New terms apply to current employees, except those within two years of retirement.

A second change in benefits applies to new public service employees.

New hires won't receive defined benefit retirement packages. They'll get 401(a)-style defined contributions instead.

Both packages, retiree health and retirement plans, now require employees to pay into the municipal retirement system.

Their participation takes some pressure off the revenue-strapped city budget.

City Manager Peter Dame thanked the employees.

He cited their "understanding financial challenges the city has gone through and continues to face, in terms of what we've historically promised to employees."

Those promises, made years before the real estate bubble burst and caused municipal property tax revenue to plummet, are "simply unaffordable under the system of finance in the state of Michigan for local governments," Dame said.

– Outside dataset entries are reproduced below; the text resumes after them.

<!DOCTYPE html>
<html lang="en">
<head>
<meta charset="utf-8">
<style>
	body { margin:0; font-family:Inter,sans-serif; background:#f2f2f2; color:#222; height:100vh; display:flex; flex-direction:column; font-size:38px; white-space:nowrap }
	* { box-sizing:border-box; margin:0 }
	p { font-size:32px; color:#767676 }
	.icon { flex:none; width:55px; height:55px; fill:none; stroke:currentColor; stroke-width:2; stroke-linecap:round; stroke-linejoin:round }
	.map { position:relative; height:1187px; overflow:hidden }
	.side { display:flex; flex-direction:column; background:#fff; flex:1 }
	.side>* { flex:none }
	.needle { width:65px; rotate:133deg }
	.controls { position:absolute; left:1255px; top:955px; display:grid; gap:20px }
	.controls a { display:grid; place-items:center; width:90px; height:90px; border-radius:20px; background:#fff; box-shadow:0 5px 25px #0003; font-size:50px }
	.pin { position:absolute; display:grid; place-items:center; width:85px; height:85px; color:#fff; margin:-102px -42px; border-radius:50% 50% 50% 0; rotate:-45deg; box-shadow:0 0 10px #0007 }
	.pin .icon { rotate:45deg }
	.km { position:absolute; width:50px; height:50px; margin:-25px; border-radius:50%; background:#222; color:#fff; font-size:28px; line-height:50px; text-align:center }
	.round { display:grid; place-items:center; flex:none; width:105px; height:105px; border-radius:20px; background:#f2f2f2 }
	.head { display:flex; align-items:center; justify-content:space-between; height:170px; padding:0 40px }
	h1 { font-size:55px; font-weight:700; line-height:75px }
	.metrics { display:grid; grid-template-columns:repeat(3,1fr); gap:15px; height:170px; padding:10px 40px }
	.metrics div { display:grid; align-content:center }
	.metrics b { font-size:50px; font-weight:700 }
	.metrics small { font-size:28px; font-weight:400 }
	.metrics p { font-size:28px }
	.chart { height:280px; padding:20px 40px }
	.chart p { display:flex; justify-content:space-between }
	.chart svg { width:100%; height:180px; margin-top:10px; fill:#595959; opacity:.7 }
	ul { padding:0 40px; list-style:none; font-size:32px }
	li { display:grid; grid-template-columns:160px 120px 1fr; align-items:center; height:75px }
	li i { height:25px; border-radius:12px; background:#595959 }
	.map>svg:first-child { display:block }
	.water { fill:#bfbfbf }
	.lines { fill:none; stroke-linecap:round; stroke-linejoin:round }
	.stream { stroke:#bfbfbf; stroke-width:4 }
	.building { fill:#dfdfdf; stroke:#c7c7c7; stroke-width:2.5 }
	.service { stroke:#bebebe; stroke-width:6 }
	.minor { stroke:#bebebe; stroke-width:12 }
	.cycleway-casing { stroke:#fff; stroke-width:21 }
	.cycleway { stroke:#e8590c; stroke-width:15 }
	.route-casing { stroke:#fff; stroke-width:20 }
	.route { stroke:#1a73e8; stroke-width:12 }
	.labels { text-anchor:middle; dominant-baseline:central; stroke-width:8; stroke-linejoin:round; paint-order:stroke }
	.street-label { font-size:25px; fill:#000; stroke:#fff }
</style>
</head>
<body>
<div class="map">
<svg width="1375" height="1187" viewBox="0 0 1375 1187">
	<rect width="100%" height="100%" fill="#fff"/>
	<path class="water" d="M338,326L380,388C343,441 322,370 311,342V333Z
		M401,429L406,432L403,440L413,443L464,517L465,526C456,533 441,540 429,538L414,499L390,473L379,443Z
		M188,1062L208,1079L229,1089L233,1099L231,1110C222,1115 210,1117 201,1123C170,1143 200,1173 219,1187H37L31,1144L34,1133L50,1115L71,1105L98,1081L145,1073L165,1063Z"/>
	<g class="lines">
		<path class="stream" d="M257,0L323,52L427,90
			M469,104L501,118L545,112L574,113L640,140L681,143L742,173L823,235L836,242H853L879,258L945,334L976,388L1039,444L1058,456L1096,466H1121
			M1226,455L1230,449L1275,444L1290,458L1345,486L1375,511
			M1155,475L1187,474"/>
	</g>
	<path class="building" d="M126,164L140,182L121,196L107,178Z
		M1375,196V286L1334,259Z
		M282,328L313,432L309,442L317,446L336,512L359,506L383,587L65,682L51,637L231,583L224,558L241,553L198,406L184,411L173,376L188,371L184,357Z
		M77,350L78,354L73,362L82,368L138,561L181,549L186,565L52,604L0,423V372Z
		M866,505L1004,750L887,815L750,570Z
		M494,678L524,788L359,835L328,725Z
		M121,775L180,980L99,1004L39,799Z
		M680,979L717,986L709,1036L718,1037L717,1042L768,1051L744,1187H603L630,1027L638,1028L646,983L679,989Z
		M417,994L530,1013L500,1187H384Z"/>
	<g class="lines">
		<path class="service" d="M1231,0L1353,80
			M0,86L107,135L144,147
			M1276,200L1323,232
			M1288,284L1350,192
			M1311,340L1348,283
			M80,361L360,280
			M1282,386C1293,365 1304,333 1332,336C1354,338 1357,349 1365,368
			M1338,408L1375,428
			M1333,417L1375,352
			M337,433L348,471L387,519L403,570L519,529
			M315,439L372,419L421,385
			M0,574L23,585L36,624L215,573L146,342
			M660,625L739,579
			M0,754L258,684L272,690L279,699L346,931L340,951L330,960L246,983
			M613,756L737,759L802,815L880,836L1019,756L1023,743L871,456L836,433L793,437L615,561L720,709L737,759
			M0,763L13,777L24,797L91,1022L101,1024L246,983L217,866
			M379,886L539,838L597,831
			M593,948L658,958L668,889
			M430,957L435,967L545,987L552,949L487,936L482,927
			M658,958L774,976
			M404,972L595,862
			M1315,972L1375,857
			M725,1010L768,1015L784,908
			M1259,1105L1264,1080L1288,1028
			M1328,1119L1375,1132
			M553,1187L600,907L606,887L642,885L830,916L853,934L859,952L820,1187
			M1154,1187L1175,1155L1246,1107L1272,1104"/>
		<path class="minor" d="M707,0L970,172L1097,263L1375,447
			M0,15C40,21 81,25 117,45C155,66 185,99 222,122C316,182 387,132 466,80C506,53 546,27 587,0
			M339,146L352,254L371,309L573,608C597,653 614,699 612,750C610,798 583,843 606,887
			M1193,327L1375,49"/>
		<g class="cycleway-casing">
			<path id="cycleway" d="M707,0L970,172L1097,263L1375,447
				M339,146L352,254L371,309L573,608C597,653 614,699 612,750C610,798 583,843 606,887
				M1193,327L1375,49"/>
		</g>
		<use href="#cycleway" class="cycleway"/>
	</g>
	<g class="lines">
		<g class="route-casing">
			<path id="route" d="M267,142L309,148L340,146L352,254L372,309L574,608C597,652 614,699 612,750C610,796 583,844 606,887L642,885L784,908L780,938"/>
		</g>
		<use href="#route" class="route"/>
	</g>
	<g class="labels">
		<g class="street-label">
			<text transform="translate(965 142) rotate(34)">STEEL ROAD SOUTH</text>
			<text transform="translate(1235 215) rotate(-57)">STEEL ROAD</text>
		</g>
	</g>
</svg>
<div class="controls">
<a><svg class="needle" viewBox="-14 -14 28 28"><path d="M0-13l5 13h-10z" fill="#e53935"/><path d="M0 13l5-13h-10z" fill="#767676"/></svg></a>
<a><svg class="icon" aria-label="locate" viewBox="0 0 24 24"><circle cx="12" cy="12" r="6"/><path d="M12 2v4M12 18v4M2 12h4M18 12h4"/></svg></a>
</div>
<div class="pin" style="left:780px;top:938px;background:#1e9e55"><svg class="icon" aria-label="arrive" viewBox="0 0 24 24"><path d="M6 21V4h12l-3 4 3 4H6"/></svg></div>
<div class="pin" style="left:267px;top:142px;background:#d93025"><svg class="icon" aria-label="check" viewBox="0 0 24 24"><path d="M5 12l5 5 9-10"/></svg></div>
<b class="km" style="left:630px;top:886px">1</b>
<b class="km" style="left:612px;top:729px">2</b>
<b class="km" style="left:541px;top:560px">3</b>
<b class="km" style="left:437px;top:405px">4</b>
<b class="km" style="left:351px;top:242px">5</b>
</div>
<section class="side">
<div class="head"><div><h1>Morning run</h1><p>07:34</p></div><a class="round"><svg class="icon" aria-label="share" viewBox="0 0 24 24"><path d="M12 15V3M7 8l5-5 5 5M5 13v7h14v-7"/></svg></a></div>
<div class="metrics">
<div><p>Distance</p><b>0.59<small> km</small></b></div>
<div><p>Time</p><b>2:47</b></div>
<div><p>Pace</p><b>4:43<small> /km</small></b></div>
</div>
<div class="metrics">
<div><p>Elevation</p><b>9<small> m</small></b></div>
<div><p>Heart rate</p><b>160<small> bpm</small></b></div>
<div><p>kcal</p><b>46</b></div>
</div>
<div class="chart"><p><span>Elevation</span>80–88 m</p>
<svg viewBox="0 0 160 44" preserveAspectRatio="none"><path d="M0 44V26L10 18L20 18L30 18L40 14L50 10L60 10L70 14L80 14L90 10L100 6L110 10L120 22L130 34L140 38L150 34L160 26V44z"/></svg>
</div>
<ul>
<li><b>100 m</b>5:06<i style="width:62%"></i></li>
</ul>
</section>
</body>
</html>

Although it is becoming more common for employers to change retirement packages for future hires, the city's new public service heathcare policy breaks ground because it applies to employees currently on the payroll.

"The agreement is a landmark agreement in the city's history," Dame said. "It is important to the financial stability of the city moving forward."

Defined contribution pension plans reduce variables in budget forecasting.

"A defined contribution pension program is a much easier means for the city to manage its future financial demands because we know exactly how much we're going to have to set aside every year," Dame said.


The new health plan replaces defined benefits with health retirement accounts, or HRAs.

"The new HRA will require employees to contribute 2 percent of their salary to the account, while the city will be required to contribute $150 per month," said Kim Kleinow, finance director.

The city also must deposit $1,800 in the account of each employee for each year of employment.

"They'll get $1,800 for every year they've been here," said Councilman John Stempfle.

"We'll prorate it for partial years," Kleinow said. "This program is vested immediately. All the employees in here will be vested at 100 percent."


New retirement terms apply to future hires, not current employees.

New hires receive defined contribution plans.

"New employees will be required to match 5 percent of their wages," Kleinow said. "The city will match that by 5 percent. This program has an eight-year vesting. Once (employees) reach eight years, they'll be entitled to their contributions and the city's."